Below are some records; work out how many of their lines contain "labels" and give the number only.

___ Data extracts ___

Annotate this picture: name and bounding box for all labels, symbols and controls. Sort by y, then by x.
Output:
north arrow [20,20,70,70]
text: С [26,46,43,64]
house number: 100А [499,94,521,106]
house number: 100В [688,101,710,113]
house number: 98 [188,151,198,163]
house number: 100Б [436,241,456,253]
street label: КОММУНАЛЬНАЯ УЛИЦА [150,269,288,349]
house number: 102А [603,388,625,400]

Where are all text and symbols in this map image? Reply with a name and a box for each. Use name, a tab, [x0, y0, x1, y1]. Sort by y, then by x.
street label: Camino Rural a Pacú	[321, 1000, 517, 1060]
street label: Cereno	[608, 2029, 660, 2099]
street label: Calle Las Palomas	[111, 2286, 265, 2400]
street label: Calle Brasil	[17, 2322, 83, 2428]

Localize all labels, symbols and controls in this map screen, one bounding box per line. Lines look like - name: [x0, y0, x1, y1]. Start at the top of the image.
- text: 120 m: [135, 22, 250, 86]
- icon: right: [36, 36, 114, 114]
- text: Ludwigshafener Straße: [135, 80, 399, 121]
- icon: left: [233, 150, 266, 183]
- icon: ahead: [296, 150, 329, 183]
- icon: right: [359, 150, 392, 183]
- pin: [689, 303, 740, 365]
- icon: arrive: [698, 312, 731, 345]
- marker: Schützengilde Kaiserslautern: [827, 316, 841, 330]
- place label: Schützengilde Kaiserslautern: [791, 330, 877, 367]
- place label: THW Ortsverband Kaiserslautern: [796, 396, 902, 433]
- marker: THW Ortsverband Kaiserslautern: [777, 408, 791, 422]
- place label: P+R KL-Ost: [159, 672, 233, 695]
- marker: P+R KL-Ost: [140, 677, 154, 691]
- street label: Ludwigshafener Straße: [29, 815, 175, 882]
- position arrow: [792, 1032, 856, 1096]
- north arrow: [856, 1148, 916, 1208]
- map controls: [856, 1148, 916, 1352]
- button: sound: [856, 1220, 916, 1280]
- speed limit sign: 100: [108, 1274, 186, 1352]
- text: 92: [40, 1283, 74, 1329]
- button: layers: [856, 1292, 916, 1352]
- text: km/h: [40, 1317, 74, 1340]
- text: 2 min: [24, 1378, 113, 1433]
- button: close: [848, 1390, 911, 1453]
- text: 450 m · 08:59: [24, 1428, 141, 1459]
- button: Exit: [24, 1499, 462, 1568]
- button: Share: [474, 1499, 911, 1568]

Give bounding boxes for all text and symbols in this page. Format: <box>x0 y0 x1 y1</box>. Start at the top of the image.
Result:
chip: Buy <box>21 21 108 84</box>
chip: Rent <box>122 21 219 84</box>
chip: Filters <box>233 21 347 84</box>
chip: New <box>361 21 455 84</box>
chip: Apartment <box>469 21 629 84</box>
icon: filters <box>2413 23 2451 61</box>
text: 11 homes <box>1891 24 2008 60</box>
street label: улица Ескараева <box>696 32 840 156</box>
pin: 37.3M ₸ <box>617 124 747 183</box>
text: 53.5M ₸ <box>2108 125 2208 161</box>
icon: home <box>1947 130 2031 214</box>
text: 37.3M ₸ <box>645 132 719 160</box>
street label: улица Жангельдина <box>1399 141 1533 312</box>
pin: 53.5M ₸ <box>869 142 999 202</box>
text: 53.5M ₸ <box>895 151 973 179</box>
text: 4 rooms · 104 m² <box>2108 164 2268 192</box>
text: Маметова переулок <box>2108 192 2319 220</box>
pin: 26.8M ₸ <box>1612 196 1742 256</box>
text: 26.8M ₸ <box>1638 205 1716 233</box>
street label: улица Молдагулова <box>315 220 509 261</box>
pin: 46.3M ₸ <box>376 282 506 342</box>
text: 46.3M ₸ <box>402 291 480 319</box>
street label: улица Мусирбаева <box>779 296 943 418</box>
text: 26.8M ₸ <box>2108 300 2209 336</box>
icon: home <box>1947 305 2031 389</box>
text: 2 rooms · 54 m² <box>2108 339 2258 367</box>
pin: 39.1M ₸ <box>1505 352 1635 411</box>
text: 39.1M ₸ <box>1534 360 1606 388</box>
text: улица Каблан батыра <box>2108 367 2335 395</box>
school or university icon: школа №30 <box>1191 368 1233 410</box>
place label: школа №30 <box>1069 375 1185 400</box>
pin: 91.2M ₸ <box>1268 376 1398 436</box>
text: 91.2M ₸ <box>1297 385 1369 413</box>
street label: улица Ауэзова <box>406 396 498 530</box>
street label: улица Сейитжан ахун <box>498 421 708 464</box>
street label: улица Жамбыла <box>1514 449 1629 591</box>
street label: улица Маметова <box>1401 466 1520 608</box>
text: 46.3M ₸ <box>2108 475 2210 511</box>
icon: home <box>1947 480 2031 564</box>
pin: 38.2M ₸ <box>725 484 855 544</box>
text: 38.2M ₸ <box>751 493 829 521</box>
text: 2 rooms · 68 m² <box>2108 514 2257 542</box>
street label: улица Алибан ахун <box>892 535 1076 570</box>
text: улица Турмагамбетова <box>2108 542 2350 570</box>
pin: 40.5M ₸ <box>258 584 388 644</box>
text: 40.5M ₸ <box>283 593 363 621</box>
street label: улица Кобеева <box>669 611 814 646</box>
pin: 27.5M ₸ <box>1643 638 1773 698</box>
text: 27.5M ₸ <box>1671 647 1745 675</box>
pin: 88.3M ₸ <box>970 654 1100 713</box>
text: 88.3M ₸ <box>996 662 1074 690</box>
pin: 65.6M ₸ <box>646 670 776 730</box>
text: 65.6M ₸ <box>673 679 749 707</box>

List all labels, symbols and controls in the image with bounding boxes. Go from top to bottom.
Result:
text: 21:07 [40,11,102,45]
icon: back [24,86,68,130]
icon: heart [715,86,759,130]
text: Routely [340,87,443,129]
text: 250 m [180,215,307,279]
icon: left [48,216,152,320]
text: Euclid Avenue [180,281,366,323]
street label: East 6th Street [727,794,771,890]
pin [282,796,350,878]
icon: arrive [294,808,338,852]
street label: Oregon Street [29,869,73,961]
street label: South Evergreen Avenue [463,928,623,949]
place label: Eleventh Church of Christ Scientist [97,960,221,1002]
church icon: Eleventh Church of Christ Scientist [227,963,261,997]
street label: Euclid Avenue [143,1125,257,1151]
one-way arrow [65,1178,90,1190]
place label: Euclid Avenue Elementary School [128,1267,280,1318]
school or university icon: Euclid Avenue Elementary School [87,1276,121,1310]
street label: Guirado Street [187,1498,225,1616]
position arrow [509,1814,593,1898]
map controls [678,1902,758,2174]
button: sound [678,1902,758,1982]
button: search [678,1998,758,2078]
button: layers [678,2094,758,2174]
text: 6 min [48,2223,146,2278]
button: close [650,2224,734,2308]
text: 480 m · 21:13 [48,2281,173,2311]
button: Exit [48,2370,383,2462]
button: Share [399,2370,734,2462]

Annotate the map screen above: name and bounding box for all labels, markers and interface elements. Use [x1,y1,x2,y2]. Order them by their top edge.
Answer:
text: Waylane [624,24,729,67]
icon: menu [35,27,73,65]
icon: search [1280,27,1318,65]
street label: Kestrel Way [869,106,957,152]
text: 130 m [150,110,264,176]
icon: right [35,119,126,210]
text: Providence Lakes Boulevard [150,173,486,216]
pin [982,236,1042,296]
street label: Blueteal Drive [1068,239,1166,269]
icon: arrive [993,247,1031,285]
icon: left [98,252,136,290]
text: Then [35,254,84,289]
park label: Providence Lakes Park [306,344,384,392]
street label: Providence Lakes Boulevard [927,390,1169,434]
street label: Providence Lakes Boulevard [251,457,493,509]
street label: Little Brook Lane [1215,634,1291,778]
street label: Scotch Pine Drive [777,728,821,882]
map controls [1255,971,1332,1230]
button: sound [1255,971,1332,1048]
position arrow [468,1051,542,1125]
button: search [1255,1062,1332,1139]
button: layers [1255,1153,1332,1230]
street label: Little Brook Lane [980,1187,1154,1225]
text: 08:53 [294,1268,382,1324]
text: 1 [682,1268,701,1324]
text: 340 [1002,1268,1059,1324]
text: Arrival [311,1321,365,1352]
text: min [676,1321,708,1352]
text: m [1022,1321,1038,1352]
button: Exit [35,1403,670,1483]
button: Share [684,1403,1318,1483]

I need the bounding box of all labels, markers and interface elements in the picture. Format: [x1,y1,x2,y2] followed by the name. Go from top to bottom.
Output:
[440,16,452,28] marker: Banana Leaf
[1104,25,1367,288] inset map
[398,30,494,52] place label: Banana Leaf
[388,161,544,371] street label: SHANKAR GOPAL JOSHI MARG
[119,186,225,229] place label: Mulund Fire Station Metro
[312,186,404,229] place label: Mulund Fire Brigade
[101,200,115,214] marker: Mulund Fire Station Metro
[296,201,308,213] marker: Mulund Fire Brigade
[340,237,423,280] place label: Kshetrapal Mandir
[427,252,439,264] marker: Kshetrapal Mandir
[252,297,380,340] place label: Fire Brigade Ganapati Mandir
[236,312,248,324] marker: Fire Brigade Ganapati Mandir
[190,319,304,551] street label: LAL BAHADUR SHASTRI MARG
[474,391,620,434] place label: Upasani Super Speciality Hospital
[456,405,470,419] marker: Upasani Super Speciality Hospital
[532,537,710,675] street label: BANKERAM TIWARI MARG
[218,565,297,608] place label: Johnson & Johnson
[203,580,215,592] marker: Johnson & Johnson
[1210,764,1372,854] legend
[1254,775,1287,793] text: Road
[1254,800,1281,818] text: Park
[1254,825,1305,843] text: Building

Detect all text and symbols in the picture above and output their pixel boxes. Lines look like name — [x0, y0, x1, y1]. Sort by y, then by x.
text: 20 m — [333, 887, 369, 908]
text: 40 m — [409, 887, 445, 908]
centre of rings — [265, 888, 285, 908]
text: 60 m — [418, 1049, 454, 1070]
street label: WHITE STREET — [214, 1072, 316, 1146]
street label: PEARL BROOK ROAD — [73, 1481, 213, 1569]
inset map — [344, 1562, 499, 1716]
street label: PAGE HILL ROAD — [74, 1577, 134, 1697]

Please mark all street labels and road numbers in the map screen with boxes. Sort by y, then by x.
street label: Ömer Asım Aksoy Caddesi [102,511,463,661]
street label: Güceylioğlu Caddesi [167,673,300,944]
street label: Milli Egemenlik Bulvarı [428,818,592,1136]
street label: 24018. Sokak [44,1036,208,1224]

___

→ **Result**
6